#### [Items from a dataset]

|---|

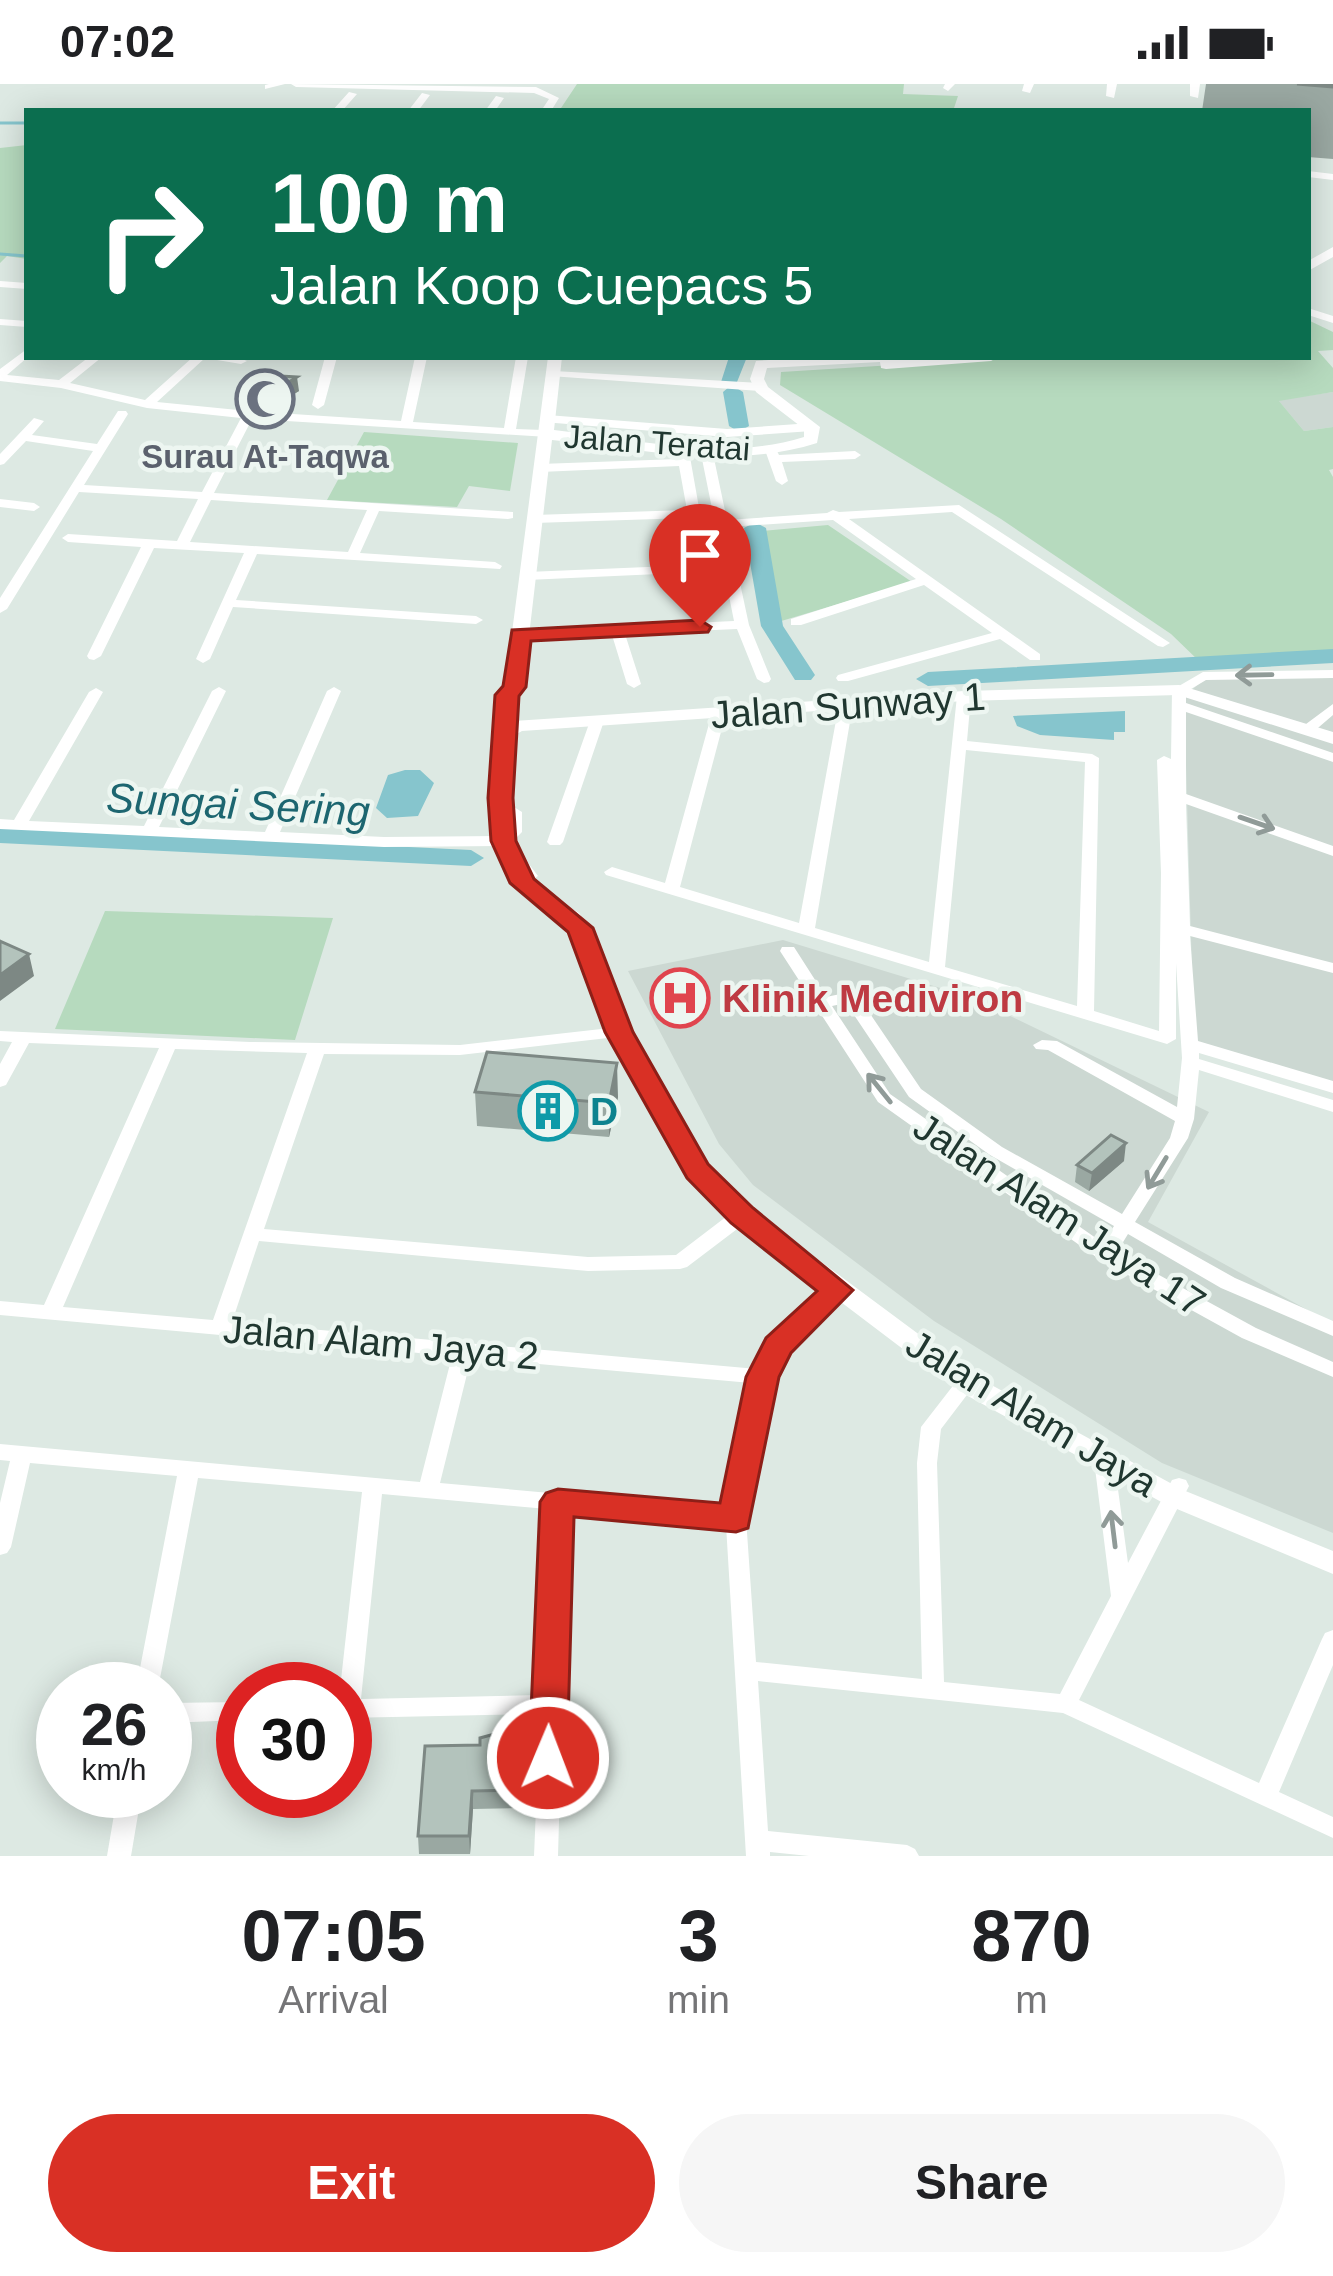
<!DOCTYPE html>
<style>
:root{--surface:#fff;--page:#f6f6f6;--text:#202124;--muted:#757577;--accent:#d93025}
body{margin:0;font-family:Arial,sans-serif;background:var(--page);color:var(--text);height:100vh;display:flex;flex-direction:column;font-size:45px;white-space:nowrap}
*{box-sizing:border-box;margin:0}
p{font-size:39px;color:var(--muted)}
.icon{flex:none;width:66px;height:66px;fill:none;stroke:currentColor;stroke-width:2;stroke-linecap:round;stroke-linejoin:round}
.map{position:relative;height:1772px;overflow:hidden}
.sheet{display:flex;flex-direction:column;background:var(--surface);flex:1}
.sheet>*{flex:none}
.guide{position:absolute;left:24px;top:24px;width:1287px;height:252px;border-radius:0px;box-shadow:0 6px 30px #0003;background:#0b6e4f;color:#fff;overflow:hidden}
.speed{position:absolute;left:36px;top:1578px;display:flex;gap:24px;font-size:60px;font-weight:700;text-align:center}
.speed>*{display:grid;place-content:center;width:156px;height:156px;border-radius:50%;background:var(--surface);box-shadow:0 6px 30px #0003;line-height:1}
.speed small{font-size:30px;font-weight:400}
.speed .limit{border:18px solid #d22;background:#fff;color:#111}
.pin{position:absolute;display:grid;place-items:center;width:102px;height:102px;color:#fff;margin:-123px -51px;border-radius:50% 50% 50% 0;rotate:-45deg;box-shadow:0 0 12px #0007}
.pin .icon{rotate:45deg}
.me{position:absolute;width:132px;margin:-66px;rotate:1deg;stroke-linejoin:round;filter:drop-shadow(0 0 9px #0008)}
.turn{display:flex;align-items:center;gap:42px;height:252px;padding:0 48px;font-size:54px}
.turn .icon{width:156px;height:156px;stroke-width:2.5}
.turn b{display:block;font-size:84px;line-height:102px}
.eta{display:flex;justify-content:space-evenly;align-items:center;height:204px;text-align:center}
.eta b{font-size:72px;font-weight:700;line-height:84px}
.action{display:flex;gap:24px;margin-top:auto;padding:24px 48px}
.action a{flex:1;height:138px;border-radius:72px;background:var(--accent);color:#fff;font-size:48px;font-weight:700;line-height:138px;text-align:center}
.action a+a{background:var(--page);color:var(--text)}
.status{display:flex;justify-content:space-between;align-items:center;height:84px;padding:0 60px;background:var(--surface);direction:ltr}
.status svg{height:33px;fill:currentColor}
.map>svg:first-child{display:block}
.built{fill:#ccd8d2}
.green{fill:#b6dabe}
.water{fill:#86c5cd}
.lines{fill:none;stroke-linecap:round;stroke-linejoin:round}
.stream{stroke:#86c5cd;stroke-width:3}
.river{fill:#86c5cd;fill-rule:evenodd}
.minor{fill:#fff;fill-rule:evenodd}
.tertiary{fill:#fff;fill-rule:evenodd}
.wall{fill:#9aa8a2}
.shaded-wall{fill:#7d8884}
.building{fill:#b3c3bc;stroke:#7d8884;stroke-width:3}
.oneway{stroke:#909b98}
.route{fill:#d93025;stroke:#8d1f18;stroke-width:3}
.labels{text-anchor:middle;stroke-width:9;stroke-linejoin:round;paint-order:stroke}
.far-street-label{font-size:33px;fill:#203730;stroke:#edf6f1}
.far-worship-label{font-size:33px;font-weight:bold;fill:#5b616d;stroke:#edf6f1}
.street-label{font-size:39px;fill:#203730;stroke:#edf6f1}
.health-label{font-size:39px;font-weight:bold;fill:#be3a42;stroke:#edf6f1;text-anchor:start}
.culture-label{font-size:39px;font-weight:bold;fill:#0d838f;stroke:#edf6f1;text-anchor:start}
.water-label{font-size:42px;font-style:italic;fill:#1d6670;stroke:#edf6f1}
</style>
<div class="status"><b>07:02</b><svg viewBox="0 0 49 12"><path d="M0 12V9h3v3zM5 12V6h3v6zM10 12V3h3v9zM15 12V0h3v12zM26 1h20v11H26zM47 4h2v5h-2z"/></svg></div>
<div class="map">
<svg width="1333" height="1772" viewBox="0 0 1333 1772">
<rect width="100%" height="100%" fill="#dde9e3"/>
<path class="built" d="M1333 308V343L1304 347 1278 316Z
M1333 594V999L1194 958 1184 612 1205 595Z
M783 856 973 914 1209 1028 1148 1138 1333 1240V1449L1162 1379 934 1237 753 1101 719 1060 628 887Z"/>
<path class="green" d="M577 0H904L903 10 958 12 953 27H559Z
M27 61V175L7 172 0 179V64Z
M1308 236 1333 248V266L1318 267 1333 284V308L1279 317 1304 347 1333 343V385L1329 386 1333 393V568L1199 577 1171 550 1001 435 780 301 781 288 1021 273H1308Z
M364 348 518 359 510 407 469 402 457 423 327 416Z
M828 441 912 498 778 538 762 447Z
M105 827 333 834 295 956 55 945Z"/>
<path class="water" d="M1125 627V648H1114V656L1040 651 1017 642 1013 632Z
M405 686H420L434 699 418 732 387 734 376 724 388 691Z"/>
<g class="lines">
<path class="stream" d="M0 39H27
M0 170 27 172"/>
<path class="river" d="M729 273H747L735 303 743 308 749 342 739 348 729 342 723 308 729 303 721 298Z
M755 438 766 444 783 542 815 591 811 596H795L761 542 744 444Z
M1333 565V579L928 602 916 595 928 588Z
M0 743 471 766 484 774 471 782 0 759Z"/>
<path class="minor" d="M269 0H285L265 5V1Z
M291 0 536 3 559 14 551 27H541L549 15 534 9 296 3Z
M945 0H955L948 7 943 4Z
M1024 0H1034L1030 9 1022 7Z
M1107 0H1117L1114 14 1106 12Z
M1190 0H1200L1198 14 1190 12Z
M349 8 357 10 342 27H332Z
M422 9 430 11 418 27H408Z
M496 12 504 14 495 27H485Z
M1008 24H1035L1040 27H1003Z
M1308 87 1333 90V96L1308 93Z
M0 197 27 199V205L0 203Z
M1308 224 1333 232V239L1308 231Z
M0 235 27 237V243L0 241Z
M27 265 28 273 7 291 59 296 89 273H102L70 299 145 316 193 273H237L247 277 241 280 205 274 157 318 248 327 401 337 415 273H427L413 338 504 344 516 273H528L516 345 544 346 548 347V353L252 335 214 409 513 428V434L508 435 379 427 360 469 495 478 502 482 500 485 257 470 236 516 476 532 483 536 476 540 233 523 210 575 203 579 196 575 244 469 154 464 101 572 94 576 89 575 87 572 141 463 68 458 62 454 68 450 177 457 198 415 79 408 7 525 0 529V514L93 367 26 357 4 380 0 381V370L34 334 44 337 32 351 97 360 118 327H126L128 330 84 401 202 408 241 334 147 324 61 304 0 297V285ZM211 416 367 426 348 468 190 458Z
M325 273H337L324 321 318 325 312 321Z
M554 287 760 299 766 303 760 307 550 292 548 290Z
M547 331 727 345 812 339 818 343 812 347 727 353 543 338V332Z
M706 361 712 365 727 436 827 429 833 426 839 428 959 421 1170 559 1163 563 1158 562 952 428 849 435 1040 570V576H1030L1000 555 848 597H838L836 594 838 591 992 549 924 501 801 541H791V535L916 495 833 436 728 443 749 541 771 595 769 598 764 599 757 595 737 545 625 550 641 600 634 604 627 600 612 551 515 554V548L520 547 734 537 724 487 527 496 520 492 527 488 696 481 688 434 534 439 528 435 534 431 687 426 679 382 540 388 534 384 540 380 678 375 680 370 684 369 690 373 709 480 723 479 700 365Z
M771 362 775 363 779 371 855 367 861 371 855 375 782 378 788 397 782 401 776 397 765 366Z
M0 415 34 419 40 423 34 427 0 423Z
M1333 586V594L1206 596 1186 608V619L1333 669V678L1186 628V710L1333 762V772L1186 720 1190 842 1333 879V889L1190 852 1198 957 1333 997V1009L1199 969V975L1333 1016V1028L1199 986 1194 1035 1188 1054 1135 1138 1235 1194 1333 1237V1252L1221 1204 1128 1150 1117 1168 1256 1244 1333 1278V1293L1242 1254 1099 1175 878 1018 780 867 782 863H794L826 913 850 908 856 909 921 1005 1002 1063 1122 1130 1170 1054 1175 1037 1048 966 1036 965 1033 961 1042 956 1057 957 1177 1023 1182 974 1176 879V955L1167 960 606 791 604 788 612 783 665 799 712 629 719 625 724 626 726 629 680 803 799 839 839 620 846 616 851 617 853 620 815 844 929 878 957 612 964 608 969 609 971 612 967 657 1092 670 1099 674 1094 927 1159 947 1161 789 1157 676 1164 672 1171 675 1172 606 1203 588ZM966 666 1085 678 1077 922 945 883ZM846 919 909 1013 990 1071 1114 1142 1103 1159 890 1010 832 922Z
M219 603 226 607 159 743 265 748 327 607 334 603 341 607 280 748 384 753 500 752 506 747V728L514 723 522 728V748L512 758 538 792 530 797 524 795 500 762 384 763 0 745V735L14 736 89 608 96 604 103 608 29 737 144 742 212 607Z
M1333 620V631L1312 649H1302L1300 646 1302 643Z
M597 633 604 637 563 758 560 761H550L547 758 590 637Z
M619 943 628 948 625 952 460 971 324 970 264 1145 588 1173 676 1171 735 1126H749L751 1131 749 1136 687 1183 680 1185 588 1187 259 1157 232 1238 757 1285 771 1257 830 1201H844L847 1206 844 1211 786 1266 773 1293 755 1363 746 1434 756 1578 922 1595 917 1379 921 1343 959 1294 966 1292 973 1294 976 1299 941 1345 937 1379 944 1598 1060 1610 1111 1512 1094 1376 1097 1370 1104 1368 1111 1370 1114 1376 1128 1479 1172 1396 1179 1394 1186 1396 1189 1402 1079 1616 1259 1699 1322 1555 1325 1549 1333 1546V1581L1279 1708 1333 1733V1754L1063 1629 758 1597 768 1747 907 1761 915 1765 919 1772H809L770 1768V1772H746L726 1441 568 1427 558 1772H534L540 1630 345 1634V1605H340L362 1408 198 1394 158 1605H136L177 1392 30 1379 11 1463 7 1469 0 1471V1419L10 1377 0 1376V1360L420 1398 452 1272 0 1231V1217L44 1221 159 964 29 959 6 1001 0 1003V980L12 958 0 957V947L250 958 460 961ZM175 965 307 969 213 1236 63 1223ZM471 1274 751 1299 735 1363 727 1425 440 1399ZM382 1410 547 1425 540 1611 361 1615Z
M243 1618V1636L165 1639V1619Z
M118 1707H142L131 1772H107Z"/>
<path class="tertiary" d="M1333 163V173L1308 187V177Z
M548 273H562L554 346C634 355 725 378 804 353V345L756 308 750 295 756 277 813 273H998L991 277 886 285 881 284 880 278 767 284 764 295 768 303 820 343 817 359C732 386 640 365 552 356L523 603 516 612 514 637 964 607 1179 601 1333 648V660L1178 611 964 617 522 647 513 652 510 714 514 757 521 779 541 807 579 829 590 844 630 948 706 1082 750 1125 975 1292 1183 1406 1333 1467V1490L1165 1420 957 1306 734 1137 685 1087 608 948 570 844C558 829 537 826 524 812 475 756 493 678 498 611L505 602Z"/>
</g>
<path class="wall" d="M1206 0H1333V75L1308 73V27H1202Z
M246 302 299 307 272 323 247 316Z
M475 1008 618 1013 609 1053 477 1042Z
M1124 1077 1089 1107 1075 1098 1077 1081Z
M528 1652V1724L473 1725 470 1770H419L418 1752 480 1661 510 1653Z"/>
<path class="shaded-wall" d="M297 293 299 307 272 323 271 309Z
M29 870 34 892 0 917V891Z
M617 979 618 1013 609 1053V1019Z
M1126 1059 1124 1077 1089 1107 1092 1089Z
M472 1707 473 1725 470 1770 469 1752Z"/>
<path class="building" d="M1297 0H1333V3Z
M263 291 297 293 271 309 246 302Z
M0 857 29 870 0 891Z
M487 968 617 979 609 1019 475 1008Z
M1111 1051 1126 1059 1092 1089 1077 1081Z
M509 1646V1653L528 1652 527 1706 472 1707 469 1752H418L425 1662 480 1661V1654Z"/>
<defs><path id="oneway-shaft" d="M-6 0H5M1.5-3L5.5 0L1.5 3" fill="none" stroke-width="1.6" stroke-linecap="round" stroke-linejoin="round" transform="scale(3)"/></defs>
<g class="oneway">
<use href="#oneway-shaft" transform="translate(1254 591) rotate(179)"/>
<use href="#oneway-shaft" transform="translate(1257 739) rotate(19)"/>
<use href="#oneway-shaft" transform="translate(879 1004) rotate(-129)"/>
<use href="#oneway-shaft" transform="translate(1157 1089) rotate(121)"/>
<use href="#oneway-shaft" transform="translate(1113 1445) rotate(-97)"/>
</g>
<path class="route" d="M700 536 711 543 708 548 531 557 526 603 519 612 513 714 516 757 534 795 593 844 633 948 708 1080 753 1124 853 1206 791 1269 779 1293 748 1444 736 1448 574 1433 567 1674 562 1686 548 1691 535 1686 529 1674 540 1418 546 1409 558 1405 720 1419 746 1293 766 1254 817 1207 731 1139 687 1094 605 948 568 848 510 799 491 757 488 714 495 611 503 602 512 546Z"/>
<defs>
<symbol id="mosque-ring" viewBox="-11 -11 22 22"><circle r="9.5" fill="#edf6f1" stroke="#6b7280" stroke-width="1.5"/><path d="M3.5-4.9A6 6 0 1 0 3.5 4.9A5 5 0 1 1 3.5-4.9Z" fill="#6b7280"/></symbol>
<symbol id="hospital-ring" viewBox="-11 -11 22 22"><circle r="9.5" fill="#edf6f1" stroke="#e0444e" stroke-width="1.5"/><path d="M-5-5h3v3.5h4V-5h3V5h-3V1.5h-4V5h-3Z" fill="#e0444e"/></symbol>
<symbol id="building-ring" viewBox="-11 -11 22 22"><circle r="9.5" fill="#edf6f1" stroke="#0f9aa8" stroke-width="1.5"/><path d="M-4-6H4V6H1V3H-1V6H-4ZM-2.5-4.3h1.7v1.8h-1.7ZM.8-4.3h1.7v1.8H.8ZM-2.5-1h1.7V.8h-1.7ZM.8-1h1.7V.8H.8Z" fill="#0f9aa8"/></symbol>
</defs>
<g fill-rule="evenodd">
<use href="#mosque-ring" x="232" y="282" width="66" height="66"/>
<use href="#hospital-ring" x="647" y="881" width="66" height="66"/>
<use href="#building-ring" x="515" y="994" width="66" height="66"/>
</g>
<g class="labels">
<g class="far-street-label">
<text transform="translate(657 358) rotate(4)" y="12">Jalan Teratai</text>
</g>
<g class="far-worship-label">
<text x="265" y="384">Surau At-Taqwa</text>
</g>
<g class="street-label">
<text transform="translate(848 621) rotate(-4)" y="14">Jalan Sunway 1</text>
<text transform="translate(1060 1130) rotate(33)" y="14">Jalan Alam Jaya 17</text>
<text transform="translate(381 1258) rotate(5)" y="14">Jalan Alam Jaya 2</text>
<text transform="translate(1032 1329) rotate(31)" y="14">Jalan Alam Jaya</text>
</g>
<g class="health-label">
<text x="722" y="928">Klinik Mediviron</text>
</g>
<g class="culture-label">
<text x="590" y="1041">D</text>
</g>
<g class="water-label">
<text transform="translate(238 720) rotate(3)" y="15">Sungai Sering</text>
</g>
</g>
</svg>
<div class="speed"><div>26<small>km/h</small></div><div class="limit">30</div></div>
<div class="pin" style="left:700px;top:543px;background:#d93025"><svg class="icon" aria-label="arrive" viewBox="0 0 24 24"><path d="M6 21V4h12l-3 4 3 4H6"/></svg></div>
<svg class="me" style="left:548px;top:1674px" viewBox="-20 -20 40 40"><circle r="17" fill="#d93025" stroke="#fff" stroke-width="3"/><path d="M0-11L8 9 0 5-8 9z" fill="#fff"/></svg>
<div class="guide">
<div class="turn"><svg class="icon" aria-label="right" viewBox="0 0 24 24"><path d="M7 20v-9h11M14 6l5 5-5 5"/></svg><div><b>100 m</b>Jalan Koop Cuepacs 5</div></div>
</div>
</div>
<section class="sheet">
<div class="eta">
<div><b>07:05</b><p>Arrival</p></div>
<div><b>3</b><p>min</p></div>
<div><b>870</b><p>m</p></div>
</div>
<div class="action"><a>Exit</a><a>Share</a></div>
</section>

|---|

#### [WHAT THE TASK ASKS]
Wherever the word "absolute" turns up in a line of the entries above, copy that line.

#### [EXERCISE RESPONSE]
.guide{position:absolute;left:24px;top:24px;width:1287px;height:252px;border-radius:0px;box-shadow:0 6px 30px #0003;background:#0b6e4f;color:#fff;overflow:hidden}
.speed{position:absolute;left:36px;top:1578px;display:flex;gap:24px;font-size:60px;font-weight:700;text-align:center}
.pin{position:absolute;display:grid;place-items:center;width:102px;height:102px;color:#fff;margin:-123px -51px;border-radius:50% 50% 50% 0;rotate:-45deg;box-shadow:0 0 12px #0007}
.me{position:absolute;width:132px;margin:-66px;rotate:1deg;stroke-linejoin:round;filter:drop-shadow(0 0 9px #0008)}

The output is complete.